Page MenuHomePhabricator

Achieve predictable MediaWiki routing and cacheable skin data
Open, MediumPublic

Description

This is a rough sketch to seek input from other developers.

Objective

Enable MediaWiki to respond to page views in a fairly performant manner for all users, both those with sessions (e.g. registered and logged-in) and those without sessions (unregistered/anonymous).

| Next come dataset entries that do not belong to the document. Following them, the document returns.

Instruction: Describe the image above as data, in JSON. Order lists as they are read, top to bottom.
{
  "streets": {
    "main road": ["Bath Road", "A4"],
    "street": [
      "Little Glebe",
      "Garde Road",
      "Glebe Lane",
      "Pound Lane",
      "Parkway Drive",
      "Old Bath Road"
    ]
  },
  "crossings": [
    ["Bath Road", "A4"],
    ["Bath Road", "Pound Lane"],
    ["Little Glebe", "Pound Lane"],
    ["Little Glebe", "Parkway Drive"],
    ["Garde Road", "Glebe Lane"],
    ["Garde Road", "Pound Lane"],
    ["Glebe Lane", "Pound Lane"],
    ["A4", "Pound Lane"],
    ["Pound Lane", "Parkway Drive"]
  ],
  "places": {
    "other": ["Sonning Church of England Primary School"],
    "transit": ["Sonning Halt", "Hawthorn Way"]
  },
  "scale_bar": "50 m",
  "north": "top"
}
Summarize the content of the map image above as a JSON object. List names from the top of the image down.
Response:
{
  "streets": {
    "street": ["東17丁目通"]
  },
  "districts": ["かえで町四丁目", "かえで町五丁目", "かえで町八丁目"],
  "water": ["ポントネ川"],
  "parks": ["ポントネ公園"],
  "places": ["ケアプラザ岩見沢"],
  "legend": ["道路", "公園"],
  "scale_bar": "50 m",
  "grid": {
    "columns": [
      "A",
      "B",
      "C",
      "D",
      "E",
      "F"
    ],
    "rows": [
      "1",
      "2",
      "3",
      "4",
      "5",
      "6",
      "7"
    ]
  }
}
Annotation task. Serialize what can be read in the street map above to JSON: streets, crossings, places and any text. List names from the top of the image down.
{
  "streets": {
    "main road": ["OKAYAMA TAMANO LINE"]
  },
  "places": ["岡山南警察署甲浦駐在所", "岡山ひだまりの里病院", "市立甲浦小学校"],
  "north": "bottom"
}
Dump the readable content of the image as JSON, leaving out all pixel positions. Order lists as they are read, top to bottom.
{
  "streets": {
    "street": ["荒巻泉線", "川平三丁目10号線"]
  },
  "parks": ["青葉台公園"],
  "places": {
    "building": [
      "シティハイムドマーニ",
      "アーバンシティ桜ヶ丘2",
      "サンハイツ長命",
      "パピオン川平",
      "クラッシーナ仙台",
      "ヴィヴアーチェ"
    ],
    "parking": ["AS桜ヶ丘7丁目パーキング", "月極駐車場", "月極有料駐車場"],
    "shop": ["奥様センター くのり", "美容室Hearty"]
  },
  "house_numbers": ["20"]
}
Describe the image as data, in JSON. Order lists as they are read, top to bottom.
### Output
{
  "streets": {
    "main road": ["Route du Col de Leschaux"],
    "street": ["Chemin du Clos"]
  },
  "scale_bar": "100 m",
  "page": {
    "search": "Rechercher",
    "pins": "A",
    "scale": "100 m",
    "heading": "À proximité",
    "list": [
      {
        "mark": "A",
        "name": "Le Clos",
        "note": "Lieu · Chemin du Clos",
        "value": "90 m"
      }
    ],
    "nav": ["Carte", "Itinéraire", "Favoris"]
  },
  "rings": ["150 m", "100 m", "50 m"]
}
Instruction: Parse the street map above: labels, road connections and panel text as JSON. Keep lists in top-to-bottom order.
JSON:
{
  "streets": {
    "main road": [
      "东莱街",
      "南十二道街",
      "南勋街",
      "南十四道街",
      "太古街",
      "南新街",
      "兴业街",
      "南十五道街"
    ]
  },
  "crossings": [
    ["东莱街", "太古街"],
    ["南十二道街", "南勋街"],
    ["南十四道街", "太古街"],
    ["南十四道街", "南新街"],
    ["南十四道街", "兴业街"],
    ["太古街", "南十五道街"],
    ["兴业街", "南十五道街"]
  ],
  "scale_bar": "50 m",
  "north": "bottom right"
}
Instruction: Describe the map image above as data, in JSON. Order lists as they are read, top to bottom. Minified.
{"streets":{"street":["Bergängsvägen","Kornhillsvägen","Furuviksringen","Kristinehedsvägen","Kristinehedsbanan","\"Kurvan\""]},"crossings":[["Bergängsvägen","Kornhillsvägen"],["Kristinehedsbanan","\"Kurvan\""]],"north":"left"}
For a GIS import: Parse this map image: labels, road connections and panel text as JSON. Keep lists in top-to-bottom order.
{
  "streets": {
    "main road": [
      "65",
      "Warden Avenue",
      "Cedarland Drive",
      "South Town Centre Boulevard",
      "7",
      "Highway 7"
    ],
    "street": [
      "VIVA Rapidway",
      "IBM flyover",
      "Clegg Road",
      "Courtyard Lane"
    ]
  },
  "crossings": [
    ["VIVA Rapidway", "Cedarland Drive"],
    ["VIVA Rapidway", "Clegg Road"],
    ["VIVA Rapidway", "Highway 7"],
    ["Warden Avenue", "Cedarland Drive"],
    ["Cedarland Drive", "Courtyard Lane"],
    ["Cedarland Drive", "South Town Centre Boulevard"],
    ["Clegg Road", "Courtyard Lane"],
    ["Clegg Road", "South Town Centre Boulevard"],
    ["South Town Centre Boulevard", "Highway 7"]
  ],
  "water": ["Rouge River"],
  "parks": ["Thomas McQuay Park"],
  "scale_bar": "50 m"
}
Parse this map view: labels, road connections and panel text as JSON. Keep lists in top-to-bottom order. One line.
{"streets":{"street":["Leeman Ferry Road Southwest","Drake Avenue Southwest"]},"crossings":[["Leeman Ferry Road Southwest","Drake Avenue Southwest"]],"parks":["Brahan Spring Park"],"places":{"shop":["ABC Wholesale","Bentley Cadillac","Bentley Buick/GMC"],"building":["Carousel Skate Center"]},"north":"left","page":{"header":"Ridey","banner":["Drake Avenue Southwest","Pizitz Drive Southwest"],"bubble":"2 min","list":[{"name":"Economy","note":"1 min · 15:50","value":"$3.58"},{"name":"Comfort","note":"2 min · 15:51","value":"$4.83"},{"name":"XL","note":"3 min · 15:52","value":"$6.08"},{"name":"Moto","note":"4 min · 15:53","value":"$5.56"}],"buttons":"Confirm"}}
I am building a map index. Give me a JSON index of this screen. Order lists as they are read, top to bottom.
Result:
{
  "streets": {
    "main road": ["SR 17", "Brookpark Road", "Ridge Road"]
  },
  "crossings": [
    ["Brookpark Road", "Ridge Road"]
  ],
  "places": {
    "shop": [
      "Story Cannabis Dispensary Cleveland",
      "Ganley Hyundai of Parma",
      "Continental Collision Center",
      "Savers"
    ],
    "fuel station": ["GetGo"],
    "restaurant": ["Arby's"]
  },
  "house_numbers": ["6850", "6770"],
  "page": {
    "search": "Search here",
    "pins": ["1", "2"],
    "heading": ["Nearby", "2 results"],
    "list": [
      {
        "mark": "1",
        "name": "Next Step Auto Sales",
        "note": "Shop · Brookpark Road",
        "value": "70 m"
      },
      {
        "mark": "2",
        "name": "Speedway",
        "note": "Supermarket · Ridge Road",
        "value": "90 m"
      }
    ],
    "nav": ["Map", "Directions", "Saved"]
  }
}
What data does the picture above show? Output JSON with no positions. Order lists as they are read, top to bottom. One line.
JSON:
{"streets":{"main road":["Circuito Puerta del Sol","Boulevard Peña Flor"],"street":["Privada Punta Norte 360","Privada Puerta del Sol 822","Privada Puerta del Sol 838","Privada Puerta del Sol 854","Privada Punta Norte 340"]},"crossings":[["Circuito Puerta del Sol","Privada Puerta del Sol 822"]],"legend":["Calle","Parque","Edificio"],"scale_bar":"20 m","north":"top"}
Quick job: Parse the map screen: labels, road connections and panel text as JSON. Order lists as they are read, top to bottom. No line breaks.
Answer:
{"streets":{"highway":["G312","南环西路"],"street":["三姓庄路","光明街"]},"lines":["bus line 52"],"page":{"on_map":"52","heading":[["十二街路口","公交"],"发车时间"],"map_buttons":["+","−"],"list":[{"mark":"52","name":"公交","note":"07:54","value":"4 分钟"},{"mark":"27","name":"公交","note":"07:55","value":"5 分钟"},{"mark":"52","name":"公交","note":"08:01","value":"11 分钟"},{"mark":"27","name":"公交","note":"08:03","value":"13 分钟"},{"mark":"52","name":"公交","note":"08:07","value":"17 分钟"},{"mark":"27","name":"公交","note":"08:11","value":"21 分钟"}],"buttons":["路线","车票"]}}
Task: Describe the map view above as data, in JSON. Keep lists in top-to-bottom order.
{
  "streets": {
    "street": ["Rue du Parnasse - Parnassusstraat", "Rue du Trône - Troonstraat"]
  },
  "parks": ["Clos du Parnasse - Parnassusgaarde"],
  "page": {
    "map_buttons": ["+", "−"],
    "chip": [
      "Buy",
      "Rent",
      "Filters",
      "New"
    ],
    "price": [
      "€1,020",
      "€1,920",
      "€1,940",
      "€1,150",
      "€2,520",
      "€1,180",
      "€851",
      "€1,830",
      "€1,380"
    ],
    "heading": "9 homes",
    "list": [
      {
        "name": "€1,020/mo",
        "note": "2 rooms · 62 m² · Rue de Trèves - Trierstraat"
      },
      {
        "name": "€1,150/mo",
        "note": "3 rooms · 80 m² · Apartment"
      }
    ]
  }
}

This is motivated by the folllowing high-level goals:

  • Equitable performance. Decrease the gap between page load time for registered and unregistered users. Unregistered users generally receive pages from our CDN. Registered users must interact with the application servers to render their pages, however this need not be an expensive and slow operation. As of July 2022, MediaWiki as deployed at WMF, takes ~200ms to render a desktop page view, and ~270ms to render a mobile page view (regardless of whether a CDN cache miss for unregistered, or registered).
  • Improve resiliancy against on-going attacks. Rendering articles is the most common operation we perform for our CDN, and this fact is core to the Foundation mission. (The frequency of article requests is not a technical side-effect of secondary features or of how we implement things, such as may be the case with jobrunner or API calls; rather pageviews are themselves core to our mission). This operation should be among the cheapest and most optimimised, and yet has become one of the most expensive. Speeding up backend page view rendering means we won't be as susceptible to certain kinds of DDOS attacks. The cost of such request would be much lower, especially repeated CDN-cache misses for what are internally the same page+skin combination (regardless of exact URL).
  • Simplify developer experience. Today we have a lot of flexibility in the skin, and looking at examples of existing code can give the wrong idea. The caches are hidden behind what appear to be (and often still are) expensive service calls. This means "follow the example" leads by default to more inline service calls that are late-discovered by the runtime, uncached, and unbatched, and subject to global state. Doing the "right" thing requires a steeper learning curve, and also tends to bottleneck with input from the Performance Team. By moving these to an upfront declared portion of the Skin class, the default place is naturally cached, and naturally permitted to utilize global state, and thus naturally encourages the "right" thing. Bypassing that layer would stand out in code review. It also means we automatically cache the longer tail of smaller computations as well, for which today we would likely not bother creating an ad-hoc cache for manually.
  • Future exploration. There are numerous client-side and infastructure performance improvements dependent on a predictable URL router, as well as a wide range of possible UX explorations. This includes:
    • More effective CDN caching by normalizing URLs based on declared routes (T310087).
    • Sending preload headers from the edge based on declared routes (e.g flush appshell or send preload skin headers on page views, currently not possible since we have pageview-like route bypasses like Special:Export/:title).
    • PWA or offline web app for mobile, without the need for a fully developed native app. To explore those in a sustainable manner, I consider it a prerequisite that the skin (or more precisely, the skins we deploy at WMF) not depend on directly contacting internal databases or backend services during the rendering step, but rather are modelled such that this data is injected as part of a single upfront payload to the skin service class. Whether, why, and how to potentiallly expose that payload to an external re-implementation of the skin is for later consideration. Doing so today would inevitably lead to broken contracts, out-of-sync business logic, and a stuck MVP that can never serve beyond a mostly passive/read-only experience.

Outcomes

Today we generally compute skin data "at the last minute" and thus rely solely on Varnish to essentially "memcache" this skin data even though it doesn't vary between users. This has two negative side-effects: 1) We're only achieving our perfomance goals today so long as we keep a very high Varnish CDN cache-hit ratio. and 2) All registered/logged-in traffic, as well as any cache miss from unregistered users, does not meet our goal.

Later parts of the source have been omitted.